The National Geographic has a story about the discovery a new dinosaur in Australia. The animal, called Fostoria dhimbangunmal, lived about 150 million years ago. It’s an early member of a group that will eventually evolve into duck-billed hadrosaurs. The bones are opalized and was discovered near a town called Lightning Ridge, famous for brightly colored opals. All the details are in a paper published in the Journal of Vertebrate Paleontology.
“Any time we find a new Australian dinosaur it’s interesting, because we have so few,” says Stephen Poropat, a paleontologist from Swinburne University of Technology in Melbourne who was not on the study team. The tally of known Australian dinosaurs is currently around 24, he notes, including Weewarrasaurus, another species from Lightning Ridge described last year.
The newest species, Fostoria dhimbangunmal, was an Iguanodon-like dinosaur that lived about a hundred million years ago during the mid-Cretaceous period, when this region was a broad floodplain with lakes and rivers flowing into the inland Eromanga Sea.

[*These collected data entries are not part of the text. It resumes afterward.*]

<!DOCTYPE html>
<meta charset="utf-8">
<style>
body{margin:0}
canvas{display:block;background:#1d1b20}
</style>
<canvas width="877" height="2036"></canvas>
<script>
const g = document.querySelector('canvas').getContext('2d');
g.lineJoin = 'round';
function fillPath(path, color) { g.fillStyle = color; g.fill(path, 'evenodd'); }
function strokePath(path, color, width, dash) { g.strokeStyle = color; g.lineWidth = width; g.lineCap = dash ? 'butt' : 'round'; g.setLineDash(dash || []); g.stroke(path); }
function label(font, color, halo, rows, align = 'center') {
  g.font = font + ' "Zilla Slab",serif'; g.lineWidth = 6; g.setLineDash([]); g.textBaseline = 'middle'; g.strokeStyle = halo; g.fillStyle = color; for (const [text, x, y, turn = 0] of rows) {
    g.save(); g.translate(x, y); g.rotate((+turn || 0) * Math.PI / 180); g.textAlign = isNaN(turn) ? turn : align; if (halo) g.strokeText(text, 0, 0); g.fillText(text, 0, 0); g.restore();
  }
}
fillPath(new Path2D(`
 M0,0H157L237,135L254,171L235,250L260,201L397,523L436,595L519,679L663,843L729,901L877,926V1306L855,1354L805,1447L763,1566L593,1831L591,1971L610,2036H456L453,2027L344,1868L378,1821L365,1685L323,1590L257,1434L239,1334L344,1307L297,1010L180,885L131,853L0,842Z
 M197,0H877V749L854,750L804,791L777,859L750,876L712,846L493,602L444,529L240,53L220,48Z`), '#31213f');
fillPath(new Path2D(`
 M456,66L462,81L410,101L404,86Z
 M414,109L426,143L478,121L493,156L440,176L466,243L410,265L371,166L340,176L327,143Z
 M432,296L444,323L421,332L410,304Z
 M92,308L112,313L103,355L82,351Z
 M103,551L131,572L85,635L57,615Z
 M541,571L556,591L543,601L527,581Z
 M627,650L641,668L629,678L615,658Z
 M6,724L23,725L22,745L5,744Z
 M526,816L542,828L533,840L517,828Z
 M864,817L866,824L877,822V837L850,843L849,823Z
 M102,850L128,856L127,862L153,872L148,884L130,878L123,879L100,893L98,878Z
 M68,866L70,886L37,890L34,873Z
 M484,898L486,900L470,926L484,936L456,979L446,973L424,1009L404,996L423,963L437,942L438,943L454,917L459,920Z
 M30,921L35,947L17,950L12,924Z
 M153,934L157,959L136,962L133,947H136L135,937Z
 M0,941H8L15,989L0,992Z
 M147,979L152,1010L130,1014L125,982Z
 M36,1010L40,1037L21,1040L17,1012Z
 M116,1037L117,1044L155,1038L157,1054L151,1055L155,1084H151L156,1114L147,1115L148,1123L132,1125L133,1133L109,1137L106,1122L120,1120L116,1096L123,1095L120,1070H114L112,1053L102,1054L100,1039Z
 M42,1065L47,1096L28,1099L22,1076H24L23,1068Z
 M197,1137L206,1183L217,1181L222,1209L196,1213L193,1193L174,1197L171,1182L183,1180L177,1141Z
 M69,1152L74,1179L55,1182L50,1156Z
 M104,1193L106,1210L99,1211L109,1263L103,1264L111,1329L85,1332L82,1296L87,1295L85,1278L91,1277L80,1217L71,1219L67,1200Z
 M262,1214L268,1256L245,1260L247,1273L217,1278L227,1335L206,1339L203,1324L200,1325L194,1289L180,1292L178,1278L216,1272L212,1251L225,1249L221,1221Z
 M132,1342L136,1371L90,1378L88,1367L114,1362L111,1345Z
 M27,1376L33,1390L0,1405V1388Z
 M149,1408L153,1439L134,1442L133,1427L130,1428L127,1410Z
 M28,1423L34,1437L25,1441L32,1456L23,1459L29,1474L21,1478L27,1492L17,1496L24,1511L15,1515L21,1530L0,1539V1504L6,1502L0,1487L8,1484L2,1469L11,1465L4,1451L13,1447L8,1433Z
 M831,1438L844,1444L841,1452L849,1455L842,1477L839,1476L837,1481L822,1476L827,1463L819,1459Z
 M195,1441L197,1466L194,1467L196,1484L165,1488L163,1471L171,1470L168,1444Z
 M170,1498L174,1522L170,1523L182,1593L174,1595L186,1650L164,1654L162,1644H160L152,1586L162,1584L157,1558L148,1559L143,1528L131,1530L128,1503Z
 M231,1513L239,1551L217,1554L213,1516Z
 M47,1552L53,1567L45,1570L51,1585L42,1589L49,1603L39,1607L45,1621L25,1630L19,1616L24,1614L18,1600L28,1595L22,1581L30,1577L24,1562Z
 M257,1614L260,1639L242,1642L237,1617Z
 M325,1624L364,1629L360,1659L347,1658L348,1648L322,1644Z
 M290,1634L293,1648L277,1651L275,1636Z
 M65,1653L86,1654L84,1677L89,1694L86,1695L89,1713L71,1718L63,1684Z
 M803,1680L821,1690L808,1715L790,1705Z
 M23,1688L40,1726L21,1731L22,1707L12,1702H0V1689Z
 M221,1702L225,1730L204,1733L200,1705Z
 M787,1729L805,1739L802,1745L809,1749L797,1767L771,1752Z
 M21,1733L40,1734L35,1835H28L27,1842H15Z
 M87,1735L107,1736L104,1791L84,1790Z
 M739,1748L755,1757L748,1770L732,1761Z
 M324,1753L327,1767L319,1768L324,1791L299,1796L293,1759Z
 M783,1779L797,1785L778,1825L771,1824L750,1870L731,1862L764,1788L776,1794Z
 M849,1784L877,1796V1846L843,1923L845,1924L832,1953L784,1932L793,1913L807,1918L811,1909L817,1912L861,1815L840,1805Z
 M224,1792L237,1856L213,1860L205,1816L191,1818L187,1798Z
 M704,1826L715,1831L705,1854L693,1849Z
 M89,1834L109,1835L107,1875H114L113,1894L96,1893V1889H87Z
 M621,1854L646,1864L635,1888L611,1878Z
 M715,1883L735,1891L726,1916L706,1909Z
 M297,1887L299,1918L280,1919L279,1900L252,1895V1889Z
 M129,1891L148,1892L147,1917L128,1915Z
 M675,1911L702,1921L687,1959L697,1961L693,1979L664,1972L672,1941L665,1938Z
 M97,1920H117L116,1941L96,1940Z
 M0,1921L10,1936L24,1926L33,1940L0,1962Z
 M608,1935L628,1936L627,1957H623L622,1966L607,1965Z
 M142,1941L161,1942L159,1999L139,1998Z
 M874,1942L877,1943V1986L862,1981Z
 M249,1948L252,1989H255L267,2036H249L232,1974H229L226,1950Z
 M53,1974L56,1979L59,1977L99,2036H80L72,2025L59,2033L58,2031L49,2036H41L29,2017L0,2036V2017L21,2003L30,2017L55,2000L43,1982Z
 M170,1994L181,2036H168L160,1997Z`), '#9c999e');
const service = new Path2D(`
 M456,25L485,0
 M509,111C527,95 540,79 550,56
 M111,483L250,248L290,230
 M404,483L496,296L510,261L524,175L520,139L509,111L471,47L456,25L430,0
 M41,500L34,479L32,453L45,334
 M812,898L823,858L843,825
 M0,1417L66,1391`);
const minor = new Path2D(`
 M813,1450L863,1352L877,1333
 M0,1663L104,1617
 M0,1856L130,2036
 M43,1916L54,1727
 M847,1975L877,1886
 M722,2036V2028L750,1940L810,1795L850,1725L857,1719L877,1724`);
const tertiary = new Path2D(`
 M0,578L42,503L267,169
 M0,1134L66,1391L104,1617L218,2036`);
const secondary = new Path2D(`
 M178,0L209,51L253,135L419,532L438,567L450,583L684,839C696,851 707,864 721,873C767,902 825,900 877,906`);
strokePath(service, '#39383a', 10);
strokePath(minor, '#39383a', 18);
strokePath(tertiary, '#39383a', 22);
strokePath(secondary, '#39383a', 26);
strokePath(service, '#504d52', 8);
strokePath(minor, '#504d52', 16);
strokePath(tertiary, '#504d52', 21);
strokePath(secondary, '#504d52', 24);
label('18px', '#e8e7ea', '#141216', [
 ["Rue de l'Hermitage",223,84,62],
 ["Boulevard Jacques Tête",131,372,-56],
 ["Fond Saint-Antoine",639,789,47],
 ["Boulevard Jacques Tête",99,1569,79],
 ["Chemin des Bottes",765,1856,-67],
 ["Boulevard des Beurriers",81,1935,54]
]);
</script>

“The floodplains were frequently wet and richly vegetated, meaning they were a good place for plant-eating dinosaurs,” says study leader Phil Bell, a paleontologist at the University of New England in Armidale, New South Wales.
Studying dinosaurs from the time slice at Lightning Ridge is important, Poropat adds, as the world was then experiencing the warmest conditions of the past 150 million years.
“These dinosaurs were living in a really incredible greenhouse Earth,” he says. “The globe would have potentially looked quite different, and these fossils can tell us how these dinosaurs were coping.”